Wednesday, 9 November 2016

Dear President Obama:

Today, you said the following:

Everybody is sad when their side loses an election, but the day after we have to remember that we’re actually all on one team.  We’re not Democrats first, we’re not Republicans first, we’re Americans first.  We’re patriots first.

But you know what, Mr. President?  That’s not necessarily true.  After all, I’m not sad.


Because in 2000 I left the Democratic Party.  I watched back then in dismay and disgust how the Democratic Party and the Republican Party establishments attacked the greatest American lawyer to graduate from Harvard University to date (from your alma mater, as a matter of fact):  Ralph Nader—a man who has done far more to protect and advocate on behalf of all Americans than anyone else that comes to mind.

And today, I no longer know for what the Democratic Party stands.

Perhaps a few examples will illustrate my point.

First, you ignored the single-payer, public option to the Affordable Care Act, allowing the profit-driven men and women in the American Health Care Industry to run amok.

Second, you have yet to close down Guantánamo Bay prison, where human beings are still held indefinitely and force-fed against their will.

Third, you failed to prosecute the men and women on Wall Street who caused the second Great Depression in American history (i.e., the “Great Recession”).

Fourth, remember your triumphant bailout of General Motors?

Fifth, how about your continued perpetual global warfare foreign policy?

Sixth, or how about your use of drone warfare?

And seventh, or how about your insistence to permit United States of America intelligence agencies to spy on Americans, contrary to some of the most fundamental basics of U.S. Constitutional Law?

You see, Mr. President, back in 2000, the Democratic Party died with Bush v. Gore, 531 U.S. 98 (2000), when the United States Supreme Court—for the first time in our nation’s history—decided who would become the President of the United States of America.

And when you became President in 2008, more often than not, you sided with Big Business, and you maintained the Status Quo:  allowing the economic disparity between the top one-tenth of one percent (.1%) to persist—and even thrive—in America.

Meanwhile, the biosphere on planet Earth continued to die as a result of a few hundred years of heavy world-wide human industrialism and overpopulation of our species.  If you should ever return to Chicago, Illinois, when time permits, take a tour of East Chicago, Indiana, or Gary, Indiana, and see what has happened to the land and the water and the people and the other flora and fauna that call those cities home.

But all that said, I want you to know that I will miss you not being President of the United States of America.  To me, the greatest victory in your two-term presidency is that you were (and still are) the first non-white man to hold the office of the President of the United States of America.  And even that symbolism was never lost on the likes of me, even though I never cast a vote for you because I disagreed wholeheartedly with the majority of your policies.

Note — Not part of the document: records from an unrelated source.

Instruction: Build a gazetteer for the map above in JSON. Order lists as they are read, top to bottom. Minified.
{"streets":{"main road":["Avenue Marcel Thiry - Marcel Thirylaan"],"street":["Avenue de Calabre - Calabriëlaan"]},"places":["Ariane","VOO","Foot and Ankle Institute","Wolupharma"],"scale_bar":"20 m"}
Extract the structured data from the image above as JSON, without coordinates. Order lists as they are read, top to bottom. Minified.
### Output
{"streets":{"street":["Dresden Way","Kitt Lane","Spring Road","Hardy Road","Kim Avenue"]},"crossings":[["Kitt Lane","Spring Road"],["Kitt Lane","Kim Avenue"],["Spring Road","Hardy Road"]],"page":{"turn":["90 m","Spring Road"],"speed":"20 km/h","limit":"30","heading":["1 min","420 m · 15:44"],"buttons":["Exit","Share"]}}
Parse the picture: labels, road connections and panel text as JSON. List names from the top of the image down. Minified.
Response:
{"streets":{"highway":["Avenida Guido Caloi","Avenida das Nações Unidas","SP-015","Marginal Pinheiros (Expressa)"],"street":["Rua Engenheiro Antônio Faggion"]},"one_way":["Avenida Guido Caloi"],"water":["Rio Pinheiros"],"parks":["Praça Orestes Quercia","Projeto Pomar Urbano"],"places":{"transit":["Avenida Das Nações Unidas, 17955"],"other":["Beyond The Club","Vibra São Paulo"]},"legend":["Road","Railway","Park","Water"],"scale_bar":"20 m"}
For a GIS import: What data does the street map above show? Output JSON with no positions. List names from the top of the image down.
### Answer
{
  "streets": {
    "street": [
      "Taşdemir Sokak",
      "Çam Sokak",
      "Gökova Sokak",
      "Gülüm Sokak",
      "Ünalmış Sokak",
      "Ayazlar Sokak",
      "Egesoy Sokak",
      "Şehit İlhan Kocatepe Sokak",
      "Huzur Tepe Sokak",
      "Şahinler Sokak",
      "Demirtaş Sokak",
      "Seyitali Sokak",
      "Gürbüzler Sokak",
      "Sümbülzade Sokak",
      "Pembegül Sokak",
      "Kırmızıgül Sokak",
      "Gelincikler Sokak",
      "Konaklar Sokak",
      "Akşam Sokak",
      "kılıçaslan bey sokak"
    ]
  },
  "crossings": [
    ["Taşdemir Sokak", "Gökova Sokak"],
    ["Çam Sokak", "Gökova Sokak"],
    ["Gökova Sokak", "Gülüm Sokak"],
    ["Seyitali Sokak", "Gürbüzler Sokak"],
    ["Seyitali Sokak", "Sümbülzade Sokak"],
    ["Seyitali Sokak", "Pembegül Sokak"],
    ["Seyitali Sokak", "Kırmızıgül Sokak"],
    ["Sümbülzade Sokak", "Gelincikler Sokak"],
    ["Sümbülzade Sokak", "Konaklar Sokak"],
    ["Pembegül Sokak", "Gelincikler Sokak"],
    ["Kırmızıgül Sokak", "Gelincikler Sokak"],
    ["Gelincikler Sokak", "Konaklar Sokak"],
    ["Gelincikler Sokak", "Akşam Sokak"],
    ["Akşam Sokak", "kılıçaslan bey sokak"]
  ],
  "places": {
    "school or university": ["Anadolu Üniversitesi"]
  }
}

Nevertheless, your oratorical prowess will be in sore need in the weeks, months, and years to come.  And so, perhaps you shall move into a second new career, working on those projects that you could not—or would not—address while you resided and worked at 1600 Pennsylvania Avenue N.W., Washington, D.C.

I hope so.  I believe you are a good man, a good husband, and a good father.  Besides, the position of the President of the United States of America has always brought with it some rather “unique” workplace impacts onto the person who held the title.  The late Mark Twain once wrote:  No matter how healthy a man’s morals may be when he enters the White House, he comes out again with a pot-marked soul.

And speaking of authors, in his first novel, A Portrait of the Artist as a Young Man, the late James Joyce wrote the following stanza to depict the place in the universe of his protagonist, Stephen Dedalus:

Stephen Dedalus
Class of Elements
Clongowes Wood College
County Kildare
The World
The Universe

The reason I wrote this essay to you tonight, Mr. President, is because I disagree with your premise from earlier today.  The American citizenry is far more than a group of people who subscribe to the ideology espoused by one of two political parties.  Our planet is in bad shape, and we are all but a mere speck in time residing in a universe of monumental proportions.  The sooner the American voting populace awakens to the fact that the Democratic Party and the Republican Party have had their day in the proverbial sun, and that now it is time to bring about real political change through other people from other parties, then and only then will the American people be in a better frame of mind when they participate in civic discourse.

Although seeing as how Donald John Trump will become the 45th President of the United States of America, I’d say the chances of that happening—though not impossible—are remote at best, based on recent past events.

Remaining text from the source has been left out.